Confluent Vessel Trees with Accurate Bifurcations

TL;DR

This paper introduces a novel method for reconstructing complex vessel trees with accurate bifurcation modeling by enforcing confluence in directed graphs, significantly improving accuracy over traditional MST-based approaches.

Contribution

It proposes a new concept of confluence for vessel trees and an efficient algorithm using minimum arborescence on directed graphs to enforce it, enhancing bifurcation reconstruction.

Findings

Improved accuracy at bifurcations in vasculature reconstruction.

Effective enforcement of confluence improves structural correctness.

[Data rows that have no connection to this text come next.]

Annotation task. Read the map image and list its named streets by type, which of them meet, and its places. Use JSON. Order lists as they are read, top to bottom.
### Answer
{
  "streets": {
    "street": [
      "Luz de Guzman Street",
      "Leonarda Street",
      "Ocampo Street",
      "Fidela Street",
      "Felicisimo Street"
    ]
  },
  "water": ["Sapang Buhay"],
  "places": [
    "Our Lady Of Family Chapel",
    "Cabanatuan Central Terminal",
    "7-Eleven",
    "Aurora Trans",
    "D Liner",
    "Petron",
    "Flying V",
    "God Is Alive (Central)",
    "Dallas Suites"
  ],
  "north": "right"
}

Algorithm performs well on large near-capillary volumes.

Abstract

We are interested in unsupervised reconstruction of complex near-capillary vasculature with thousands of bifurcations where supervision and learning are infeasible. Unsupervised methods can use many structural constraints, e.g. topology, geometry, physics. Common techniques use variants of MST on geodesic tubular graphs minimizing symmetric pairwise costs, i.e. distances. We show limitations of such standard undirected tubular graphs producing typical errors at bifurcations where flow "directedness" is critical. We introduce a new general concept of confluence for continuous oriented curves forming vessel trees and show how to enforce it on discrete tubular graphs. While confluence is a high-order property, we present an efficient practical algorithm for reconstructing confluent vessel trees using minimum arborescence on a directed graph enforcing confluence via simple flow-extrapolating arc construction. Empirical tests on large near-capillary sub-voxel vasculature volumes demonstrate significantly improved reconstruction accuracy at bifurcations. Our code has also been made publicly available.